The library won't have special equipment on hand for every type of disability. But you can anticipate the most commonly requested adaptive technology and have that available. Start with a few items at first, and add new technology as patrons request it. Here is a list of adaptive technology for computers and computer workstations to get you started.
__ At least one adjustable table for each type of workstation in the library can assist patrons with mobility impairments or who use wheelchairs.
__ Large print key labels can assist patrons with low vision.
__ Software to enlarge screen images can assist patrons with low vision and learning disabilities.
__ Large monitors of at least 17 inches can assist patrons with low vision and learning disabilities.
__ A speech output system can be used by patrons with low vision, blindness and learning disabilities.
__ Braille conversion software and a Braille printer can assist patrons who are blind.
__ Trackballs can assist those who have difficulty controlling a mouse.
__ Wrist rests and keyguards can assist some patrons with mobility impairments.
Be sure that the library's World Wide Web pages and other electronic resources are designed to be accessible to people with disabilities. Consider these items in ensuring accessible electronic resources.
__ Do electronic resources with images and sound provide text alternatives to these formats? Is the design consistent with clear navigation paths?
__ Can the library's electronic resources including online catalogs, indexes, and full-text databases and CD-ROMs be accessed with a variety of adaptive computer technologies such as screen readers and speech synthesis?
__ Do collection development policy statements specifically state that electronic products should be evaluated for accessibility as part of the purchasing process?
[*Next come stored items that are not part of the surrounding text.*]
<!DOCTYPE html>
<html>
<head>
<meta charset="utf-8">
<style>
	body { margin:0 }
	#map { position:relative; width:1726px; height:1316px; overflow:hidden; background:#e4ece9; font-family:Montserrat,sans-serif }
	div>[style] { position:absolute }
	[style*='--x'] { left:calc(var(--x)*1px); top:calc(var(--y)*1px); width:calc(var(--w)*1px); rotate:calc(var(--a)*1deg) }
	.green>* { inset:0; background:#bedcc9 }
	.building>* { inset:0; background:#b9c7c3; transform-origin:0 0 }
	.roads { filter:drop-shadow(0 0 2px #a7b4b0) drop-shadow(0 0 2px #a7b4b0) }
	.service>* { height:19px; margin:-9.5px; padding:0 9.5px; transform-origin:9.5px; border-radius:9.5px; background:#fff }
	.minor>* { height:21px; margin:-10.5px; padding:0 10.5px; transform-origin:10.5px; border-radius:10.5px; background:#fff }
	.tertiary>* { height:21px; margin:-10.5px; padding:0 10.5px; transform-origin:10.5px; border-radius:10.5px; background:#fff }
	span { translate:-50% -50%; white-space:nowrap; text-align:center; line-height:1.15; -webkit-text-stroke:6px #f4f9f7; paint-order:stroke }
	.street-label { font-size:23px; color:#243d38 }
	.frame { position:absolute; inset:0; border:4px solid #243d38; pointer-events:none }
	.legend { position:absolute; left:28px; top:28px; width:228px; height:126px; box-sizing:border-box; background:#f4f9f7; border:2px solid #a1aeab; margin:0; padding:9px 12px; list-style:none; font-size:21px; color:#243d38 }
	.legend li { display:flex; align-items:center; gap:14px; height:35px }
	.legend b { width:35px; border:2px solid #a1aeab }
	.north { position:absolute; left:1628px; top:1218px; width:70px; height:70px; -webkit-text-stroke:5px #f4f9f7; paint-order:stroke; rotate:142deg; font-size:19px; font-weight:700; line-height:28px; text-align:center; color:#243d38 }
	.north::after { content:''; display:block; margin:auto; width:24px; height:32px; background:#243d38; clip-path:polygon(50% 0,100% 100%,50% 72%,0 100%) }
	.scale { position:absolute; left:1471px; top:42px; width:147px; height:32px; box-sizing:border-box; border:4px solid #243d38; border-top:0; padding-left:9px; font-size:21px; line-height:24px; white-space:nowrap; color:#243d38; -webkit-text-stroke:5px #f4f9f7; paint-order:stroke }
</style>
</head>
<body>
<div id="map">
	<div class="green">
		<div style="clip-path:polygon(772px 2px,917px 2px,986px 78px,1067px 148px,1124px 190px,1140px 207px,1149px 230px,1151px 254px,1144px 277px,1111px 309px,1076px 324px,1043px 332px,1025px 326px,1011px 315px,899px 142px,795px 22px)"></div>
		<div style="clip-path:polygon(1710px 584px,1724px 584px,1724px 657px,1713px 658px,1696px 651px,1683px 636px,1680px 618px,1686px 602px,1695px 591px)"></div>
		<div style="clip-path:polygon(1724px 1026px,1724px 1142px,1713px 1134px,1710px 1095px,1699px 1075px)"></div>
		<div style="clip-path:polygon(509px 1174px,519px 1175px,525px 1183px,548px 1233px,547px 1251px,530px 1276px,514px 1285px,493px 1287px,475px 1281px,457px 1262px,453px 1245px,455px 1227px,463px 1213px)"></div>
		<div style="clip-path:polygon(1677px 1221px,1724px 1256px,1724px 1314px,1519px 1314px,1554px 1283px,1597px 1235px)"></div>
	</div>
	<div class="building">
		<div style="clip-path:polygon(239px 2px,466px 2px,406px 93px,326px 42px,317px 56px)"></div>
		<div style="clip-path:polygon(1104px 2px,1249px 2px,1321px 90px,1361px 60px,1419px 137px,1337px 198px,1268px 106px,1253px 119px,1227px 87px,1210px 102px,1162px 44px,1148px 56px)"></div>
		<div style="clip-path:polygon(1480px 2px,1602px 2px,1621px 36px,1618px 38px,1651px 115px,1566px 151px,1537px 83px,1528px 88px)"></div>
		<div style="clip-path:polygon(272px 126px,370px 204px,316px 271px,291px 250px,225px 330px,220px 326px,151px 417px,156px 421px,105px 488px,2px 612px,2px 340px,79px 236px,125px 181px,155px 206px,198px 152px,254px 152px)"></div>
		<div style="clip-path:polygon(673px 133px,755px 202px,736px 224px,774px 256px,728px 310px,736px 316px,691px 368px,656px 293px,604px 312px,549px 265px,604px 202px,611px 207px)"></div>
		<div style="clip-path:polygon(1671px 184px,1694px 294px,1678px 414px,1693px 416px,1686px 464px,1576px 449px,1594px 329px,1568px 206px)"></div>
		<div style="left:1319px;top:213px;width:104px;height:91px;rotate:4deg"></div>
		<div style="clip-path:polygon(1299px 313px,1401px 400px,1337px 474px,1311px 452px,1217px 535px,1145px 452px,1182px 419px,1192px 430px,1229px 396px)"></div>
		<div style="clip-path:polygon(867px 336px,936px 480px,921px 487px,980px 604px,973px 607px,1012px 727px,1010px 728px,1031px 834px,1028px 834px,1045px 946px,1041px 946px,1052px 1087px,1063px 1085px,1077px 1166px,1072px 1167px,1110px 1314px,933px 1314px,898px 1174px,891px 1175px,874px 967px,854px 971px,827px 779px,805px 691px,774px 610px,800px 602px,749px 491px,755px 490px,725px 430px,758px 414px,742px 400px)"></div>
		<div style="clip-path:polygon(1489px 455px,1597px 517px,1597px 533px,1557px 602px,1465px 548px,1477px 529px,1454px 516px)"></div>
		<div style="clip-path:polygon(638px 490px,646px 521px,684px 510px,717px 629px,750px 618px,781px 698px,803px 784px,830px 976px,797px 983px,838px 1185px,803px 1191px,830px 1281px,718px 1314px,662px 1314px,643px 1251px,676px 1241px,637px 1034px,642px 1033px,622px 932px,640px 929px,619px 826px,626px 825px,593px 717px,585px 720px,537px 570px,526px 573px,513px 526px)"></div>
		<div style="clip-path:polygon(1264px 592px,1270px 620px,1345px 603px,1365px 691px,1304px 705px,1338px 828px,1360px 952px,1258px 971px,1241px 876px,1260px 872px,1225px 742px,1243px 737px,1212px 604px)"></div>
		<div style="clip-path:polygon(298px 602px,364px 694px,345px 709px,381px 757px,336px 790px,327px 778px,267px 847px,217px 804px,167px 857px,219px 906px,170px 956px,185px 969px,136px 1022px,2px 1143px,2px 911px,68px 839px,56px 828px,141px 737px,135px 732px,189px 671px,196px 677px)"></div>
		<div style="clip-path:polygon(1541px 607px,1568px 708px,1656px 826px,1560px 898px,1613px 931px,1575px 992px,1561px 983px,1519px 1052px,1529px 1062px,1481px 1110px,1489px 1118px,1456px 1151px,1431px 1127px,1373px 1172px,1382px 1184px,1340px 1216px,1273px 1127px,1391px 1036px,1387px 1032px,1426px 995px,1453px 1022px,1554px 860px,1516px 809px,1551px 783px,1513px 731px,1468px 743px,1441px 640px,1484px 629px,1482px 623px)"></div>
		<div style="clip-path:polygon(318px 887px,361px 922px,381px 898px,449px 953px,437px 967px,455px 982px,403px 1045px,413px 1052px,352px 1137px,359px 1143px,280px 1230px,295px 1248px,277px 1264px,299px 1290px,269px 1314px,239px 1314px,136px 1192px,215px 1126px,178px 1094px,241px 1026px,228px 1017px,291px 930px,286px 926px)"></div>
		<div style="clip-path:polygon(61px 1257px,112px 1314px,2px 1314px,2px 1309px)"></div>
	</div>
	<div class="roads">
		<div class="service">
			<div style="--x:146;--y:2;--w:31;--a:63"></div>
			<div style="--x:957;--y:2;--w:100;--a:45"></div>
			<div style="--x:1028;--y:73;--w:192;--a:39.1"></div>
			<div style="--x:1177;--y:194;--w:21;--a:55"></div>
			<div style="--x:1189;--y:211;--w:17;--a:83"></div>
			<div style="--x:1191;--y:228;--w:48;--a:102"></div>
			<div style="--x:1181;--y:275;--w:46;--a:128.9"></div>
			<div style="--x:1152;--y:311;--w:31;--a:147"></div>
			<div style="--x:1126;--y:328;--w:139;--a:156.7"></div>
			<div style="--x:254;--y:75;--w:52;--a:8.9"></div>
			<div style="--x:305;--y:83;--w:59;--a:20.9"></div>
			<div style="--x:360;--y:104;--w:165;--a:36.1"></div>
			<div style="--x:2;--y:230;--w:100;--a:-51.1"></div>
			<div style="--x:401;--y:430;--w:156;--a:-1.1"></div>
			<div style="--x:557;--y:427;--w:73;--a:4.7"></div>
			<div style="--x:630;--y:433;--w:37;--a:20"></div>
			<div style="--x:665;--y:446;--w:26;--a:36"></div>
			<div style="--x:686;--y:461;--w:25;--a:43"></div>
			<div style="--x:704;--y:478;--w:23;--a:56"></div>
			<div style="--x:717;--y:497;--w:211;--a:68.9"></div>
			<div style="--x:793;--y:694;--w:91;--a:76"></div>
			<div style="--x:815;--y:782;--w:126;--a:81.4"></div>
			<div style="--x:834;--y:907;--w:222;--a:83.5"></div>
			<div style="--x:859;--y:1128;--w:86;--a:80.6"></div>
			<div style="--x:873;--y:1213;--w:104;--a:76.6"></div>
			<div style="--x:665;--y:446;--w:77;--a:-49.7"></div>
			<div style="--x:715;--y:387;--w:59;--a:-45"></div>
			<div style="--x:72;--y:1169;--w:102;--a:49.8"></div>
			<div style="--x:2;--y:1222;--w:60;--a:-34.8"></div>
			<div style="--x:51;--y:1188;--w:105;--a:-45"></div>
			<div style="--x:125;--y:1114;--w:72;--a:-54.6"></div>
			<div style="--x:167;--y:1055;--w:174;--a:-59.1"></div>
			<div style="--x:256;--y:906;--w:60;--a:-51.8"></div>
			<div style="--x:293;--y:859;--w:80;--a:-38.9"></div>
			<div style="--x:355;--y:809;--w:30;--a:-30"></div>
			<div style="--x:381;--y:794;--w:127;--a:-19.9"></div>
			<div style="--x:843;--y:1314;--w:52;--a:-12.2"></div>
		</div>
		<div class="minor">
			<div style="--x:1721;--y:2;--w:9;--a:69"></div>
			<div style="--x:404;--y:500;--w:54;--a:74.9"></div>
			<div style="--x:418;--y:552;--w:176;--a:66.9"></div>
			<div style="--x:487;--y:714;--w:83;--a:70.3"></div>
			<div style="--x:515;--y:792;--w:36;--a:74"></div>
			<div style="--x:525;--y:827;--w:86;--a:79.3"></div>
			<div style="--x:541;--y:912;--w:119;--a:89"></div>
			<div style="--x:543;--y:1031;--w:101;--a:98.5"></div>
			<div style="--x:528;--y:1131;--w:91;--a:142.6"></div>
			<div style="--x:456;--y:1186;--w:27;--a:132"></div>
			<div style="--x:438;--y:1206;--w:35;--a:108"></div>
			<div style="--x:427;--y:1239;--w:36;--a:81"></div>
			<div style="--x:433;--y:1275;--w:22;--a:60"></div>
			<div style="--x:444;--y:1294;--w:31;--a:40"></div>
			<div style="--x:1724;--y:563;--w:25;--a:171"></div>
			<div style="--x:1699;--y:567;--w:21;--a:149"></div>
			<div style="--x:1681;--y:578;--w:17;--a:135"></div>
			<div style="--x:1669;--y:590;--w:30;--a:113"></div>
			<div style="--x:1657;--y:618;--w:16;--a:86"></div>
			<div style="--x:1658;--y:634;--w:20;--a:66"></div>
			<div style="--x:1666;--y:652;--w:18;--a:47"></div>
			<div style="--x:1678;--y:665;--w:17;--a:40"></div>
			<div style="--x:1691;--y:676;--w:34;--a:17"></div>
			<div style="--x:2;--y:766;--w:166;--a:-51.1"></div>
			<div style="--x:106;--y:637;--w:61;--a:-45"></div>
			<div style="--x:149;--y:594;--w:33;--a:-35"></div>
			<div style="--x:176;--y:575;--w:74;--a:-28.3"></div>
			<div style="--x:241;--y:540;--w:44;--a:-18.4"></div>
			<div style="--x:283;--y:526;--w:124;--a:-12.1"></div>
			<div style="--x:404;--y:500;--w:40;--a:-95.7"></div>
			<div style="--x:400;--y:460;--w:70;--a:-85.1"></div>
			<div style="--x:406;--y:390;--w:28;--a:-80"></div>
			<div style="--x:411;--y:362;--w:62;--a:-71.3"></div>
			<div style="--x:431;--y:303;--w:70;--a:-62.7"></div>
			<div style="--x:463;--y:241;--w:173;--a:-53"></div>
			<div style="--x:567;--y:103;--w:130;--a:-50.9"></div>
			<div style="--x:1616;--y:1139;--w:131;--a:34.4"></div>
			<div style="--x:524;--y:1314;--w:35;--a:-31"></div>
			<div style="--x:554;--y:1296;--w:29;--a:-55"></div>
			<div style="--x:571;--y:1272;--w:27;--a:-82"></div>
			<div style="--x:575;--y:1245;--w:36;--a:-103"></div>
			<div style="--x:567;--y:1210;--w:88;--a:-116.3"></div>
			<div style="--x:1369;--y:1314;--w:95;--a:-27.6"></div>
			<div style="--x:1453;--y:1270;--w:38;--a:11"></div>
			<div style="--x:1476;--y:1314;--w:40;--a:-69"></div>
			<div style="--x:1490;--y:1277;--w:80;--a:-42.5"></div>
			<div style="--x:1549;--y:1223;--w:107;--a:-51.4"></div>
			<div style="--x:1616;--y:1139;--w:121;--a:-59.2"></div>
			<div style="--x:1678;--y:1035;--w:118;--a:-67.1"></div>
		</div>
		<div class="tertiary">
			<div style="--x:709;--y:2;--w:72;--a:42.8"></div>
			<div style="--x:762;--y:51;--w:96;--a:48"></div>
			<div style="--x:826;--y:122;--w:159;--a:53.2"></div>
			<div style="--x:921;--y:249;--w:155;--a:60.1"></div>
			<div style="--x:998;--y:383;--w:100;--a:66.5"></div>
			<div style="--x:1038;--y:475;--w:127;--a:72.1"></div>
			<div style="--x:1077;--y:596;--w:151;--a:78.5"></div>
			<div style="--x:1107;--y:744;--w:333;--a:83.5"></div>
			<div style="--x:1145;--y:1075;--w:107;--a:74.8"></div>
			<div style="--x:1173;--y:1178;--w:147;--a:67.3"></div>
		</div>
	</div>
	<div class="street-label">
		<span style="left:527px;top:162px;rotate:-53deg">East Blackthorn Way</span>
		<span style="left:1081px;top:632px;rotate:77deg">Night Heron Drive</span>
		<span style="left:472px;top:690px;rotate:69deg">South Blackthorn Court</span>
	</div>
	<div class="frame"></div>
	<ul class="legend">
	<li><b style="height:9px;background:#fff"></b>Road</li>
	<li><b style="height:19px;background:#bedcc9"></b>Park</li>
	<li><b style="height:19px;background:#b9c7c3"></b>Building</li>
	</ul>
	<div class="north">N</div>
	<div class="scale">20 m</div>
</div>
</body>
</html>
__ Do library Web page style guidelines require that pages be designed in an accessible format?
__ Are librarians prepared to assist patrons with electronic resources that they cannot access by providing research consultations or materials in other formats?
When you are working with someone who has a disability, keep in mind that you are dealing with a person first. Other than this, there are no strict rules when it comes to relating to people with disabilities. Here are some helpful hints.
- Treat people with disabilities with the same respect and consideration that you give others.
- Ask a person with a disability if they need help before helping.
- Talk directly to the person with a disability, not through the person's companion.
- Refer to a person's disability only if it is relevant to the conversation.
- Avoid negative descriptions of a person's disability. For example, "a person who uses a wheelchair" is more appropriate than "a person confined to a wheelchair." Remember, in actuality, a wheelchair is not confiningÐit's liberating.
- Refer to the person first and then the disability. "A man who is blind" is better than "a blind man" because it emphasizes the person first.
- Be descriptive with people with visual impairments. Say, "The computer is about three feet to your left," rather than, "The computer is over there."
- When guiding people with visual impairments, offer them your arm rather than grabbing or pushing them.
- Always ask permission before you interact with a person's guide or service dog.
- If asked, read instructions to users with some specific learning disability.
- Try sitting in order to make level eye contact with patrons in wheelchairs when you interact.
- Listen carefully and ask people with speech impairments to repeat what they have said if you don't understand.
- Face people with hearing impairments and speak clearly when you talk to them.